5.3 Evaluation of Hail Size Forecasting Models during the 2016 Hazardous Weather Testbed Spring Experiment

Tuesday, 9 January 2018: 11:00 AM
Room 19AB (ACC) (Austin, Texas)
David John Gagne II, NCAR, Boulder, CO; and R. Adams-Selin, G. Thompson, B. Gallo, A. McGovern, G. Romine, C. Schwartz, N. Snook, and R. A. Sobash

Handout (3.0 MB)

Convection-allowing models (CAMs) can produce coarse representations of individual thunderstorms but do not explicitly represent severe hazards, such as tornadoes and hail. The probability of these hazards occurring and their expected intensity must be diagnosed from the available CAM output. During the 2016 Hazardous Weather Testbed Spring Experiment, three hail size diagnostic methods were evaluated in real-time both subjectively by participants and by object-based and grid-based verification methods. The Thompson hail size method estimates the largest hail size possible at a given point from the hail or graupel size distribution predicted by the CAM microphysics scheme. WRF-HAILCAST runs a 1D hail growth model at each grid point to estimate the hail size distribution from an ensemble of hail embryos. The Gagne machine learning hail size method estimates the probability of hail occurring and a spatial radar-estimated hail size distribution using storm and environmental information.
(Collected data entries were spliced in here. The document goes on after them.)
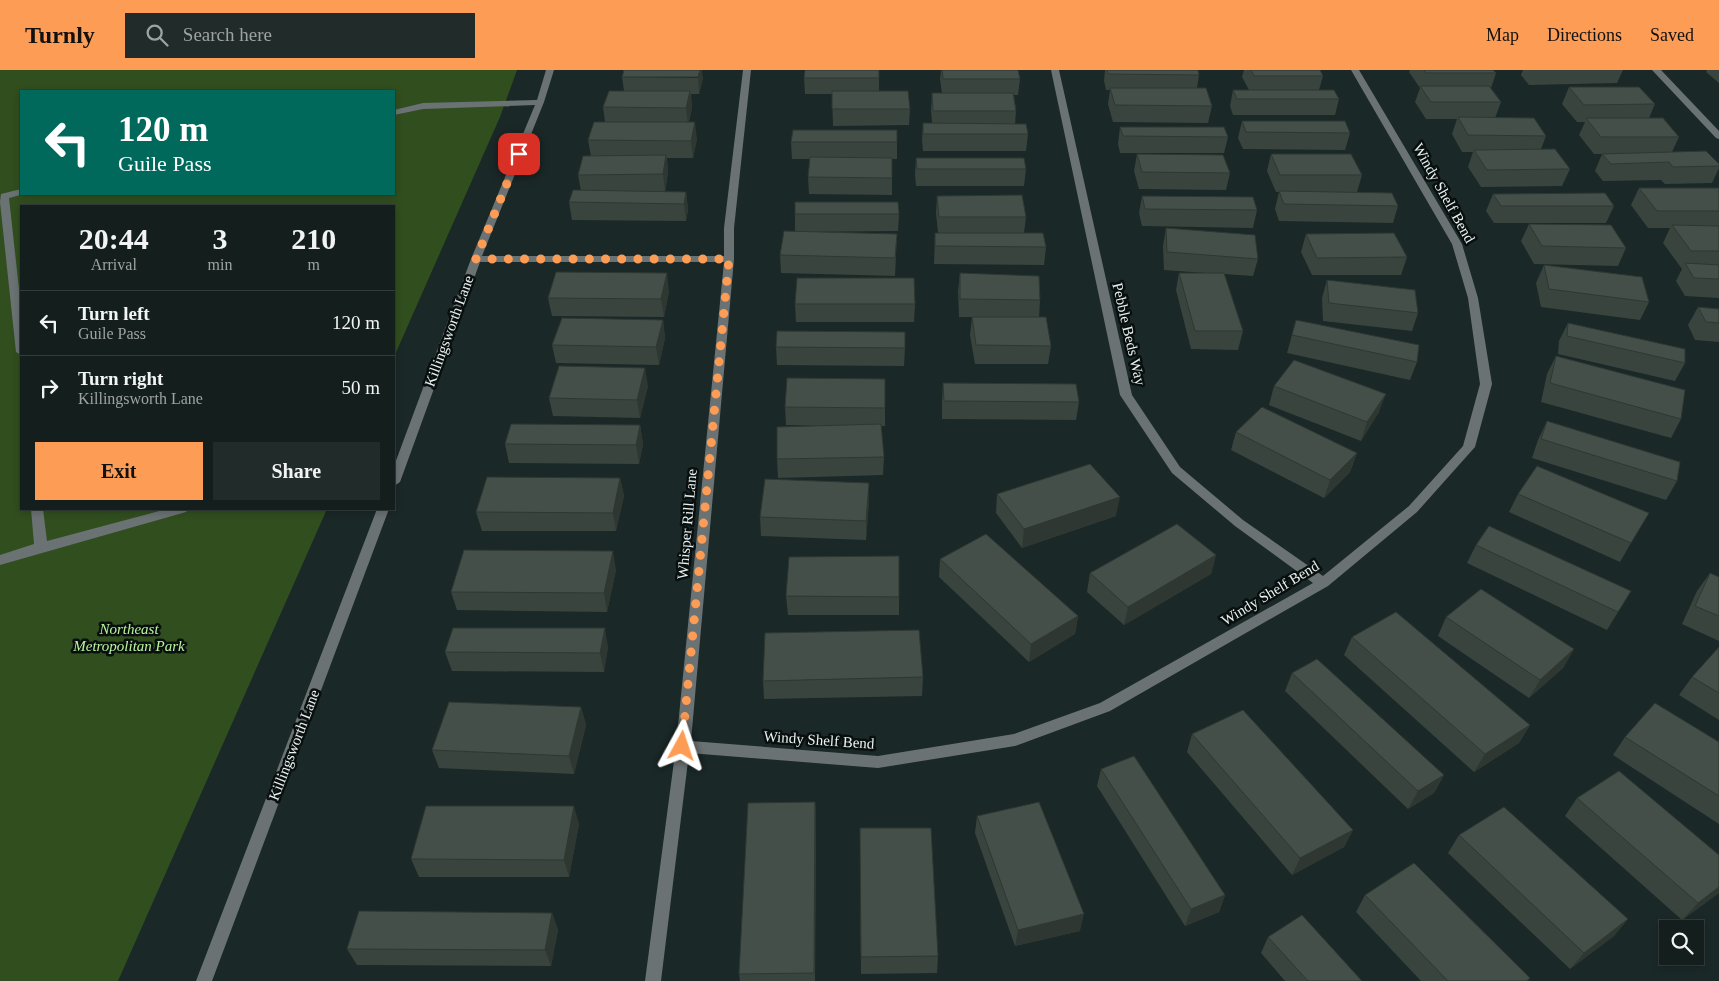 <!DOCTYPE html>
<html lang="en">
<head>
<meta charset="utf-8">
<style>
  body { margin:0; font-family:Georgia,serif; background:#212b2a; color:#f1f3f6; height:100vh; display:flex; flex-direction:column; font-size:19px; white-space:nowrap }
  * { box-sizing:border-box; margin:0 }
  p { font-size:16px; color:#9da2a4 }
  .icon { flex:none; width:28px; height:28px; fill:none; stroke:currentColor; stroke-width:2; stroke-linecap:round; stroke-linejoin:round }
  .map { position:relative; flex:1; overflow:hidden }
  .drawer { position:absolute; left:20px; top:135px; width:375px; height:305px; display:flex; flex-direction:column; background:#141e1d; border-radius:0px; box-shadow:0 2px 8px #0003,0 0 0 1px #333c3b }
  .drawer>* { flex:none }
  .banner { position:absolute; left:20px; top:20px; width:375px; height:105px; border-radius:0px; box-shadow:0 2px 8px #0003,0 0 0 1px #333c3b; background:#00695c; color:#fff; overflow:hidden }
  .tools { position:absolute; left:1659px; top:850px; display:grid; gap:10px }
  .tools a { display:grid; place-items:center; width:45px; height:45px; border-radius:0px; background:#141e1d; box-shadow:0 2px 8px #0003,0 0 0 1px #333c3b; font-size:25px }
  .pin { position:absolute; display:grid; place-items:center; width:42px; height:42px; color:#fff; margin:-21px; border-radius:10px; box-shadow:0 2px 8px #0006 }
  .me { position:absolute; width:55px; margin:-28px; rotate:5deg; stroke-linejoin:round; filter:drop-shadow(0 0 4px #0008) }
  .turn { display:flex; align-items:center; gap:18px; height:105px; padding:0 15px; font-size:22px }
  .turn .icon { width:65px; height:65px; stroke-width:2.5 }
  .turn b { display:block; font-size:35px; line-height:42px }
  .eta { display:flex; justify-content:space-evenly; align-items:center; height:85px; text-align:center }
  .eta b { font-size:30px; font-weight:800; line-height:35px }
  .cta { display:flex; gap:10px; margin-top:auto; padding:10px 15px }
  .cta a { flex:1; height:58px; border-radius:0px; background:#fd9c55; color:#111; font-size:20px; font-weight:800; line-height:58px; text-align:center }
  .cta a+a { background:#212b2a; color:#f1f3f6 }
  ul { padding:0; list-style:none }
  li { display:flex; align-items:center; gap:15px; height:65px; padding:0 15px; border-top:1px solid #333c3b }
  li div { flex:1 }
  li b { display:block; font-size:19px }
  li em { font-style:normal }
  header { display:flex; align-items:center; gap:30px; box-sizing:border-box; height:70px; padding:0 25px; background:#fd9c55; color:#111 }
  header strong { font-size:24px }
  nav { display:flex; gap:28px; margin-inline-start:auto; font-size:18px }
  .search { width:350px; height:45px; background:#212b2a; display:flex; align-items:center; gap:12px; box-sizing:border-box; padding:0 18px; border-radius:0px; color:#9da2a4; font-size:19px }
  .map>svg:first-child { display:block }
  .green { fill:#314e1f; fill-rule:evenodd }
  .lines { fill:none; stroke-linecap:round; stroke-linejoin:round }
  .minor { fill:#6b7274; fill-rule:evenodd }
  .wall { fill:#3a443e }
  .shaded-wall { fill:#2f3732 }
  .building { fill:#434f48; stroke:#2f3732 }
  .route { stroke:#fd9c55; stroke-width:9; stroke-dasharray:0 16.2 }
  .labels { text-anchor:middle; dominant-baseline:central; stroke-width:5; stroke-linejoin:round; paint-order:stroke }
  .street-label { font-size:15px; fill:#e9f2f1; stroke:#090f0f }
  .park-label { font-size:15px; font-style:italic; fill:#bbf59c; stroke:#090f0f }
</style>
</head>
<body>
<header>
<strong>Turnly</strong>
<div class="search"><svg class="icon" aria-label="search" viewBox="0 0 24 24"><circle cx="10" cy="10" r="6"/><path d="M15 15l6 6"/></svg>Search here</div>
<nav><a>Map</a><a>Directions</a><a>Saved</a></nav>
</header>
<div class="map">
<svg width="1719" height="911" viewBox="0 0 1719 911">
  <rect width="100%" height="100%" fill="#1a2827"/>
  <path class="green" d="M0 0H517L500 47 394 287V136H21V439H327L118 911H0ZM21 21H394V124H21Z"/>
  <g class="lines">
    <path class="minor" d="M546 0H554L544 32 482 186H724V158L743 0H751L734 158V189L691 671 878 686 1014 664 1100 633 1313 513 1235 456 1172 403 1120 325 1051 0H1059L1132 325 1180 397 1243 450 1323 506 1409 436 1463 376 1480 314 1468 228 1452 174 1351 0H1359L1462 174 1478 228 1492 314 1475 377 1417 442 1328 516 1110 641 1015 676 878 698 689 683 661 911H645L676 676 724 192H480L400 412 394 416V396L471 189 535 35 423 39 394 45V40L423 33 537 30Z
      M1652 0H1661L1719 61V69L1716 68Z
      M21 119V124H24L9 128 21 237V285L16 282 0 132 1 124Z
      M31 439H43L47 471 167 439H188L186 442 0 495V485L34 474Z
      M377 439H389L212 911H196Z"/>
  </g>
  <path class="wall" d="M879 0V21L910 39 909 55 833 56 832 24H805L804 8Z
    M941 0H1018L1020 9 1018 25H1014L1016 41 1015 54 1028 64 1026 81H923L922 70 923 53H932L931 40 932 23H942L940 9Z
    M1105 0H1198L1199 5 1197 18 1212 36 1208 53 1113 52 1108 34 1110 20H1106L1104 11Z
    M1244 0H1320L1323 6 1319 20 1339 29 1335 45H1233L1230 36 1233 20H1249L1242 7Z
    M1410 0H1493L1496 3 1491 18 1501 32 1495 48 1546 66 1541 79 1570 99 1562 116 1481 117 1468 97 1473 82H1462L1452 64 1457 49H1426L1415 32 1420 18 1409 2Z
    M1523 0H1623L1617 13 1529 15 1521 5Z
    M1707 0H1719V13L1706 2Z
    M622 7 703 8 699 24H691L692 38 689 52 697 69 693 88H667L668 102 665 122H686L688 140 686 151 572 150 569 132 581 121 578 105 591 86 588 70 605 52 603 37 624 21Z
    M1569 17 1655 34 1649 48 1679 67 1672 82 1719 94V98L1712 113 1665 114 1661 110 1603 111 1595 101 1602 84H1615H1594L1579 65 1585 52H1577L1562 34Z
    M1242 51 1350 63 1345 80 1243 79 1238 68Z
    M1120 57 1228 67 1224 83H1120L1118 74Z
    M791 72H897V89H892V125L809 124 808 107 810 89H792Z
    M1137 84 1230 103 1226 120 1139 119 1134 101Z
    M1271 84 1362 105 1357 122 1398 136 1393 153 1279 151 1275 139 1279 122H1276L1267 101Z
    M916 88 1026 99 1024 116H916L915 105Z
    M1639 118H1719V228L1685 226 1676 211 1682 199 1663 173 1670 158H1648L1631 135Z
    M1493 124 1614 136 1606 153H1494L1486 141Z
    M937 126 1026 147 1024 163 1046 177 1044 195 934 194 935 163H938L936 143Z
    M1142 126 1257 140 1253 158 1142 156 1139 143Z
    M795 144H899L898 161 797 162 897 164 895 206 781 203 780 185 795 162Z
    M1529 154 1626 178 1618 196 1534 194 1521 171Z
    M1166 158 1258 189 1253 206 1224 204 1243 261 1238 280 1191 279 1176 220 1179 203H1205L1164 200 1163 176Z
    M1306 164 1407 187 1401 205H1312L1301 182Z
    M1544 195 1649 232 1640 250 1541 237 1536 213Z
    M960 203 1040 230 1039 247 1051 276 1048 294H975L970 265 972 247H981H959L958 221Z
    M1327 210 1418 243 1412 261 1323 251 1322 228Z
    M669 221 664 247 552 246 548 228Z
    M795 234H915L914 252H796Z
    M1698 237 1719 239V272L1695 270 1688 255Z
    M663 250 665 268 659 295 556 293 552 275Z
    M1296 250 1417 292 1410 310 1287 283Z
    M1568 253 1685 293 1675 311 1558 284 1559 271Z
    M776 277 905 278 904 296 777 295Z
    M1556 286 1681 349 1671 368 1541 332 1547 304Z
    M885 309V356H881L884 387 883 405 778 408 777 389 819 356 786 355 785 337Z
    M943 313 1079 332 1076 350 942 349V331Z
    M648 316 640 348 553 346 549 328Z
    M1274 316 1379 342 1361 371 1269 335Z
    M1547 351 1677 411 1666 430 1532 388 1538 370Z
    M640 355 643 374 639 394 509 393 505 374Z
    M1236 362 1357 383 1350 402 1324 428 1231 380Z
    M620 408 624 426 616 461H482L476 442Z
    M997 424 1116 446 1022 478 996 443Z
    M1518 424 1631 473 1620 492 1509 442Z
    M869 431 866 470 761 466 760 447Z
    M1476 475 1631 521 1607 560 1467 493Z
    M1216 485 1211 504 1124 555 1087 522 1090 503Z
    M940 489 1078 546 1075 564 1029 592 939 507Z
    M616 500 607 542 457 540 451 522Z
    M1710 503 1719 507V571L1682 554 1697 521Z
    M786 526 899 527V545H788Z
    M1446 547 1574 579 1563 598 1529 628 1438 566Z
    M1352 567 1530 655 1519 673 1474 702 1344 585Z
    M608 577 604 602 452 601 445 582Z
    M1719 577V650L1679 625 1692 607Z
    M1292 603 1444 705 1434 723 1408 739 1285 621Z
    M923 607 922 626 764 629 763 611Z
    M581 637 586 655 574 704 439 698 432 680Z
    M1192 664 1353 760 1344 777 1292 805 1187 682Z
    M1625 667 1719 672V754L1613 685Z
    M1101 699 1225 825 1219 842 1185 856 1097 716Z
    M1577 728 1719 823 1682 850 1565 746Z
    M815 732 816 749 815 911H740L739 904Z
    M977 746 1080 861 1015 876 975 763Z
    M579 754 569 807H419L411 789Z
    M860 758 938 886 937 903 861 904Z
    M1459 765 1628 849 1614 866 1570 899 1448 783Z
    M1365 825 1530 908 1528 911H1421L1356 842Z
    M552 843 558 860 551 896 357 895 347 879Z
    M1268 867 1362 911H1285L1261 883Z"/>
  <path class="shaded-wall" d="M700 0H702L703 8 699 24 698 7Z
    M690 21 692 38 688 55 686 38Z
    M695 52 697 69 693 88 691 71Z
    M666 85 668 102 665 122 663 104Z
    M686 122 688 140 686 151 684 134Z
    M667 203 669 221 664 247 661 229Z
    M663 250 665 268 659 295 656 277Z
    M645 298 648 316 640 348 637 330Z
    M1386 324 1379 342 1361 371 1367 352Z
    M640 355 643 374 639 394 636 375Z
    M1357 383 1350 402 1324 428 1330 410Z
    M620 408 624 426 616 461 613 443Z
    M869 413V431L866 470V451Z
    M1120 427 1116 446 1022 478 1024 459Z
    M613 481 616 500 607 542 604 523Z
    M1216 485 1211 504 1124 555 1128 537Z
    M1078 546 1075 564 1029 592 1031 574Z
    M605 558 608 577 604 602 600 583Z
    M1574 579 1563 598 1529 628 1540 610Z
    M581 637 586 655 574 704 569 686Z
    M1530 655 1519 673 1474 702 1485 684Z
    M1444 705 1434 723 1408 739 1418 721Z
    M815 732 816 749 814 911V903Z
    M574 736 579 754 569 807 564 790Z
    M1353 760 1344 777 1292 805 1300 788Z
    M1719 817V823L1682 850 1698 833Z
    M1225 825 1219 842 1185 856 1191 839Z
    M552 843 558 860 551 896 545 880Z
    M1084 844 1080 861 1015 876 1018 860Z
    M1628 849 1614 866 1570 899 1584 883Z"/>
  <path class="building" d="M624 0H700L698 7H622Z
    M805 0H879V8H804Z
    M942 0H1018L1020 9H943Z
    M1107 0H1198L1199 5 1108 4Z
    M1251 0H1320L1323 6H1254Z
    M1424 0H1493L1496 3H1426Z
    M1420 16H1489L1501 32H1431Z
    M1569 17H1639L1655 34 1584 35Z
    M1110 18H1206L1212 36 1115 35Z
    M1233 20H1334L1339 29H1237Z
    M609 21H690L686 38 603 37Z
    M832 21H908L910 39H832Z
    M932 23H1013L1016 41H933Z
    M1458 47 1534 48 1546 66 1468 65Z
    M1586 48H1663L1679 67H1601Z
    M1242 51H1345L1350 63 1246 62Z
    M594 52H695L691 71 588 70Z
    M923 53 1026 54 1028 64H923Z
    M1120 57H1224L1228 67 1123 66Z
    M793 60H897V72H791Z
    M1555 79 1570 99 1487 100 1474 80Z
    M1706 81 1719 94V96L1673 97 1669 92 1611 94 1602 84Z
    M1137 84 1223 85 1230 103 1142 102Z
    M1271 84H1351L1362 105H1280Z
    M666 85 663 104 578 105 583 86Z
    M810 87 892 88V108L808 107Z
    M916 88H1024L1026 99H917Z
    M1639 118H1719V141H1657Z
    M573 120 686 122 684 134 569 132Z
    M1279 121 1392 123 1398 136 1284 134Z
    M1605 123 1614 136H1501L1493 124Z
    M1022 125 1026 147H939L937 126Z
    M1142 126 1253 127 1257 140 1145 139Z
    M795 132H898L899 144H795Z
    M1529 154 1611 155 1626 178 1542 176Z
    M1672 155 1719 156V181H1691Z
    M1166 158 1255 165 1258 189 1167 182Z
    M784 161 897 164 895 188 780 185Z
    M935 163H1043L1046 177 935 176Z
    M1394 163 1407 187 1317 188 1306 164Z
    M1685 193 1719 195V209L1694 208Z
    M1544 195 1642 207 1649 232 1549 219Z
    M556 202 667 203 661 229 548 228Z
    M960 203 1039 206 1040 230 960 229Z
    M1179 203H1224L1243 261H1195Z
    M797 208H914L915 234H795Z
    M1327 210 1415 220 1418 243 1329 233Z
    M1698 237 1719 239V253L1706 252Z
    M972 247H1046L1051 276 976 275Z
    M562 248 663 250 656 277 552 275Z
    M1296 250 1419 275 1417 292 1292 265Z
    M1568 253 1685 279V293L1567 266Z
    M777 261 905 262V278L776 277Z
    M1556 286 1685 320 1681 349 1550 313Z
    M1294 290 1386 324 1367 352 1274 316Z
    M559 296 645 298 637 330 549 328Z
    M787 308 885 309V338L785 337Z
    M943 313 1076 314 1079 332 944 331Z
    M1262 337 1357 383 1330 410 1236 362Z
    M1547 351 1680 392 1677 411 1541 369Z
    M511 354 640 355 636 375 505 374Z
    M881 354 884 387 777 389V357Z
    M1090 394 1120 427 1024 459 997 424Z
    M1537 396 1649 443 1631 473 1518 424Z
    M487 407 620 408 613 443 476 442Z
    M765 409 869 413 866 451 760 447Z
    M1177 454 1216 485 1128 537 1090 503Z
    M1489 456 1631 521 1618 542 1476 475Z
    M986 464 1078 546 1031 574 940 489Z
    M464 480 613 481 604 523 451 522Z
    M899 486V527L786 526 789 487Z
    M1710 503 1719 507V546L1695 536Z
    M1481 519 1574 579 1540 610 1446 547Z
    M1396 542 1530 655 1485 684 1352 567Z
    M453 558H605L600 583 445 582Z
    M919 560 923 607 763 611 765 563Z
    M1719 577V623L1692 607Z
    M1317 589 1444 705 1418 721 1292 603Z
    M449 632 581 637 569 686 432 680Z
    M1655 633 1719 672V726L1625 667Z
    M1243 640 1353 760 1300 788 1192 664Z
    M1134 686 1225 825 1191 839 1101 699Z
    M1619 701 1719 785V817L1698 833 1577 728Z
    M815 732 814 903 739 904 748 733Z
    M1039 732 1084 844 1018 860 977 746Z
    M426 736H574L564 790 411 789Z
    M1504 737 1628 849 1584 883 1459 765Z
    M860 758H931L938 886 861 887Z
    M1414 793 1530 908 1526 911H1448L1365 825Z
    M359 841 552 843 545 880 347 879Z
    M1302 845 1362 911H1308L1268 867Z"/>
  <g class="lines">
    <path class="route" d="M519 84 476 189H729L682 676"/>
  </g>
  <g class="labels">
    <g class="street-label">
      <text transform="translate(1444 123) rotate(61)">Windy Shelf Bend</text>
      <text transform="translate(449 261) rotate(-70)">Killingsworth Lane</text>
      <text transform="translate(1129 264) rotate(77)">Pebble Beds Way</text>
      <text transform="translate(687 454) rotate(-85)">Whisper Rill Lane</text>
      <text transform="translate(1270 523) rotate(-31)">Windy Shelf Bend</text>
      <text transform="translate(819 670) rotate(4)">Windy Shelf Bend</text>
      <text transform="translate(294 675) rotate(-69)">Killingsworth Lane</text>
    </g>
    <g class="park-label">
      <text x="129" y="559">Northeast<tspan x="129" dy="17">Metropolitan Park</tspan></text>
    </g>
  </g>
</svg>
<div class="tools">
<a><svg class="icon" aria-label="search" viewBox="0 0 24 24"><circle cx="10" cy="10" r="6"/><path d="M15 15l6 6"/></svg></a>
</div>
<div class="pin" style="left:519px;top:84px;background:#d93025"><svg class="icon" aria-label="arrive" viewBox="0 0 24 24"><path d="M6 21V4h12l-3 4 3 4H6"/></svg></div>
<svg class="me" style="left:682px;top:676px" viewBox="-20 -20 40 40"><path d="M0-17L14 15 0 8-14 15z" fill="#fd9c55" stroke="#fff" stroke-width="4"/></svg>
<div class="banner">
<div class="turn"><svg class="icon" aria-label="left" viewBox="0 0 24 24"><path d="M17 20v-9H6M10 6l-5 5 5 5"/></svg><div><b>120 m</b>Guile Pass</div></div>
</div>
<section class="drawer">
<div class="eta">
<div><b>20:44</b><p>Arrival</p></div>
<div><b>3</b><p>min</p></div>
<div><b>210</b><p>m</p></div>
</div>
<ul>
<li><svg class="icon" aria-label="left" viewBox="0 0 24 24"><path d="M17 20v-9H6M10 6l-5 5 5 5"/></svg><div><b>Turn left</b><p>Guile Pass</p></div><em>120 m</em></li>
<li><svg class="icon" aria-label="right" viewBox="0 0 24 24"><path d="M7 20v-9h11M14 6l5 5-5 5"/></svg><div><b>Turn right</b><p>Killingsworth Lane</p></div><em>50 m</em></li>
</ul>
<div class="cta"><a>Exit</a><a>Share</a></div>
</section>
</div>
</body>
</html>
The three methods are all evaluated on the Center for Analysis and Prediction of Storms Mixed-Physics and Single-Physics Ensembles and the National Center for Atmospheric Research CAM Ensemble. Hail forecasts from each method are grouped by location, time, and severe weather parameter values, such as CAPE and wind shear, and are compared with radar-estimated hail swaths and National Weather Service hail reports. The presentation will highlight where each method performs well and struggles along with insights about CAM model configurations and their effects on hail forecasts.